• _RECORDS FOR PROCESSING_
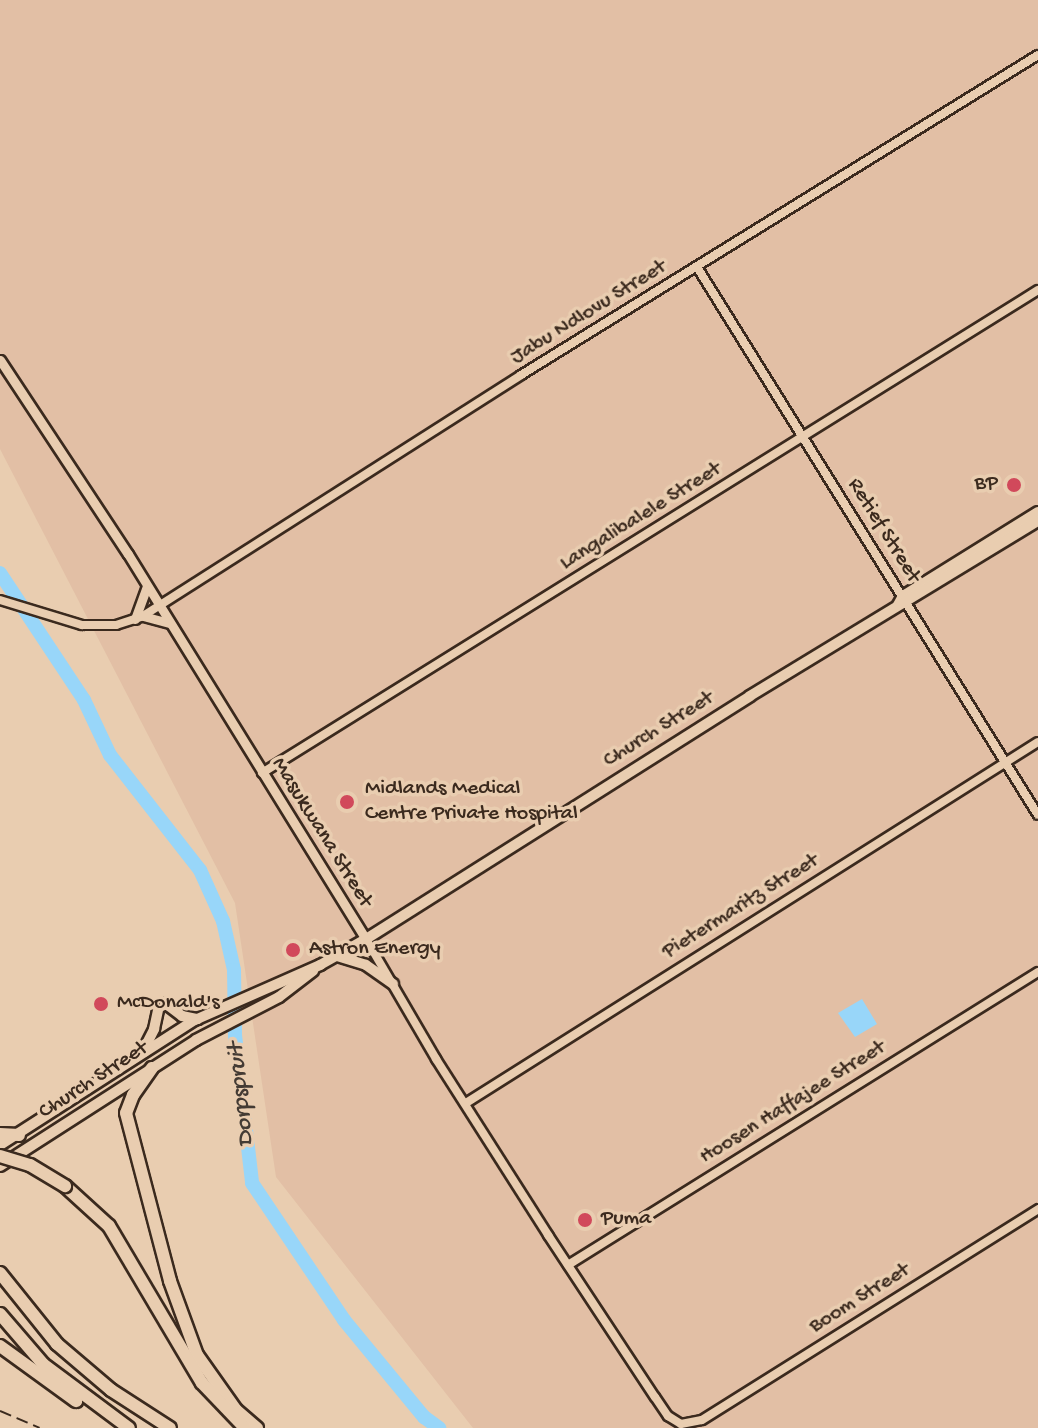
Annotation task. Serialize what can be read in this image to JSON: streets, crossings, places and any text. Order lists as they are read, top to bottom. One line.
{"streets":{"main road":["Church Street","Masukwana Street"],"street":["Jabu Ndlovu Street","Langalibalele Street","Retief Street","Pietermaritz Street","Hoosen Haffajee Street","Boom Street"]},"crossings":[["Jabu Ndlovu Street","Retief Street"],["Jabu Ndlovu Street","Masukwana Street"],["Langalibalele Street","Retief Street"],["Langalibalele Street","Masukwana Street"],["Retief Street","Church Street"],["Retief Street","Pietermaritz Street"],["Church Street","Masukwana Street"],["Masukwana Street","Pietermaritz Street"],["Masukwana Street","Hoosen Haffajee Street"],["Masukwana Street","Boom Street"]],"water":["Dorpspruit"],"places":["BP","Midlands Medical Centre Private Hospital","Astron Energy","McDonald's","Puma"]}
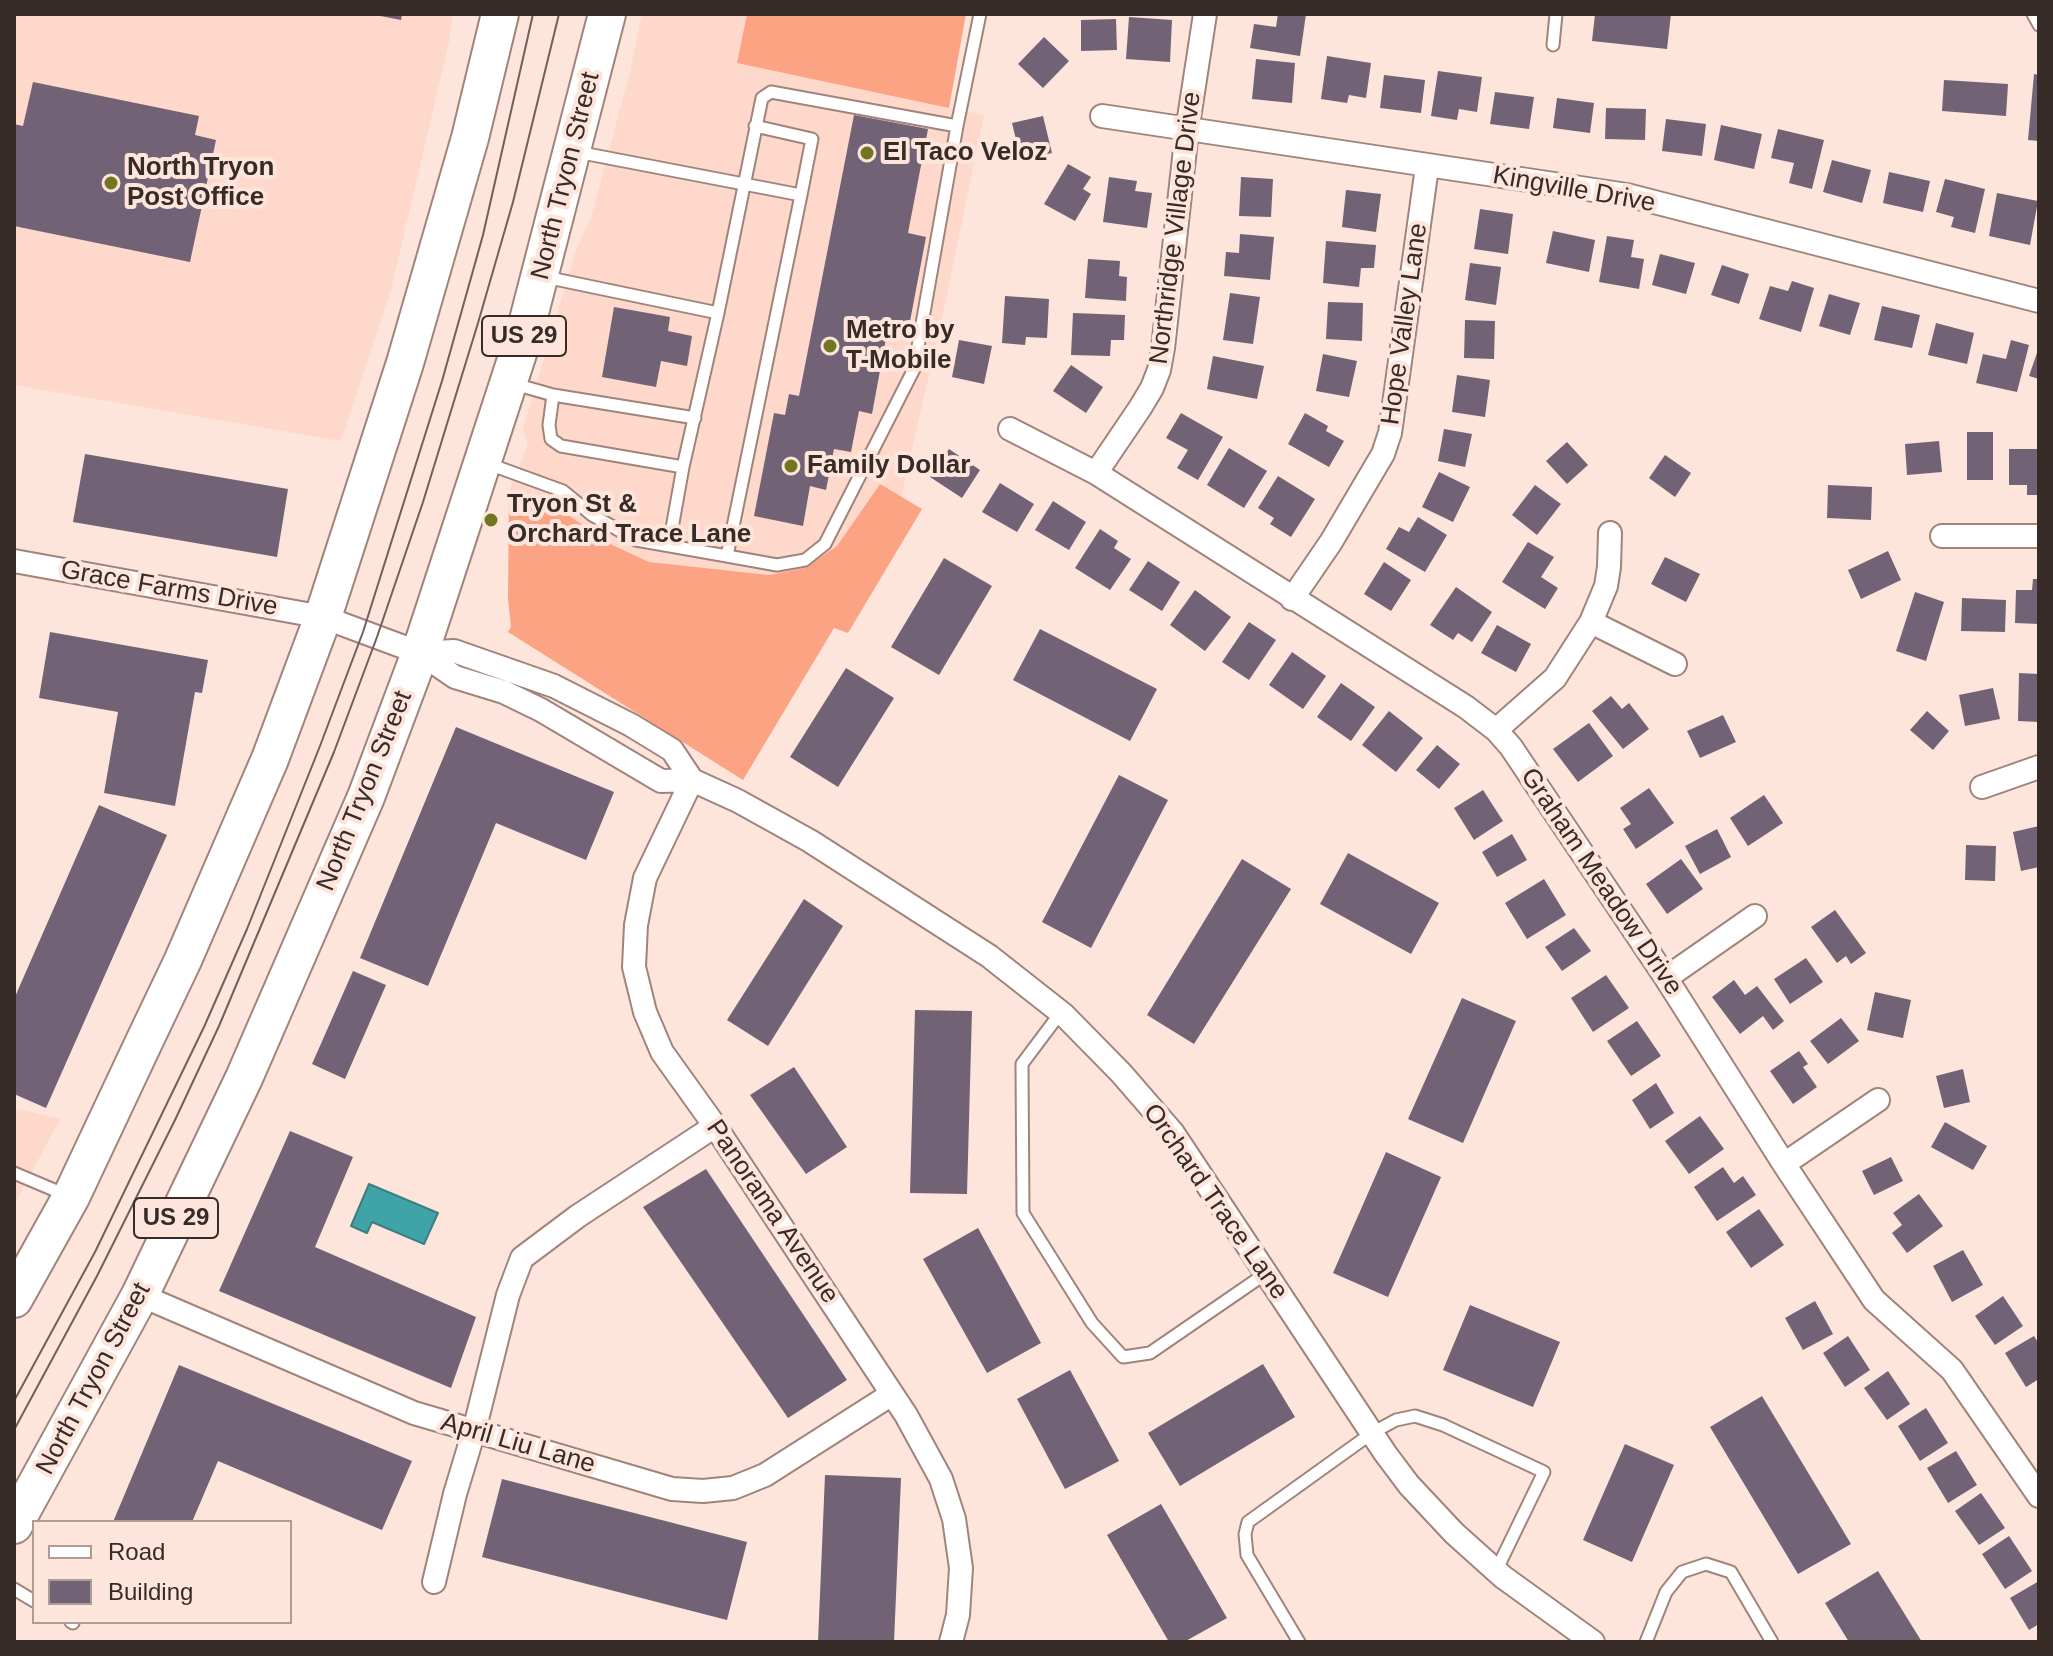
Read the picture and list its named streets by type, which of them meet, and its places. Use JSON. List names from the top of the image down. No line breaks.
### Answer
{"streets":{"main road":["North Tryon Street","US 29"],"street":["Kingville Drive","Northridge Village Drive","Hope Valley Lane","Grace Farms Drive","Graham Meadow Drive","Orchard Trace Lane","Panorama Avenue","April Liu Lane"]},"crossings":[["North Tryon Street","Orchard Trace Lane"],["North Tryon Street","April Liu Lane"],["Kingville Drive","Northridge Village Drive"],["Kingville Drive","Hope Valley Lane"],["Northridge Village Drive","Graham Meadow Drive"],["Hope Valley Lane","Graham Meadow Drive"],["Grace Farms Drive","Orchard Trace Lane"],["Orchard Trace Lane","Panorama Avenue"],["Panorama Avenue","April Liu Lane"]],"places":["El Taco Veloz","North Tryon Post Office","Metro by T-Mobile","Family Dollar","Tryon St & Orchard Trace Lane"],"legend":["Road","Building"]}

• _EXERCISE AIM_
Could the data be reproduced exactly, with the pictures omitted?

• _REPLY TO THE TASK_
Annotation task. Serialize what can be read in this image to JSON: streets, crossings, places and any text. Order lists as they are read, top to bottom. One line.
{"streets":{"main road":["Church Street","Masukwana Street"],"street":["Jabu Ndlovu Street","Langalibalele Street","Retief Street","Pietermaritz Street","Hoosen Haffajee Street","Boom Street"]},"crossings":[["Jabu Ndlovu Street","Retief Street"],["Jabu Ndlovu Street","Masukwana Street"],["Langalibalele Street","Retief Street"],["Langalibalele Street","Masukwana Street"],["Retief Street","Church Street"],["Retief Street","Pietermaritz Street"],["Church Street","Masukwana Street"],["Masukwana Street","Pietermaritz Street"],["Masukwana Street","Hoosen Haffajee Street"],["Masukwana Street","Boom Street"]],"water":["Dorpspruit"],"places":["BP","Midlands Medical Centre Private Hospital","Astron Energy","McDonald's","Puma"]}
Read the picture and list its named streets by type, which of them meet, and its places. Use JSON. List names from the top of the image down. No line breaks.
### Answer
{"streets":{"main road":["North Tryon Street","US 29"],"street":["Kingville Drive","Northridge Village Drive","Hope Valley Lane","Grace Farms Drive","Graham Meadow Drive","Orchard Trace Lane","Panorama Avenue","April Liu Lane"]},"crossings":[["North Tryon Street","Orchard Trace Lane"],["North Tryon Street","April Liu Lane"],["Kingville Drive","Northridge Village Drive"],["Kingville Drive","Hope Valley Lane"],["Northridge Village Drive","Graham Meadow Drive"],["Hope Valley Lane","Graham Meadow Drive"],["Grace Farms Drive","Orchard Trace Lane"],["Orchard Trace Lane","Panorama Avenue"],["Panorama Avenue","April Liu Lane"]],"places":["El Taco Veloz","North Tryon Post Office","Metro by T-Mobile","Family Dollar","Tryon St & Orchard Trace Lane"],"legend":["Road","Building"]}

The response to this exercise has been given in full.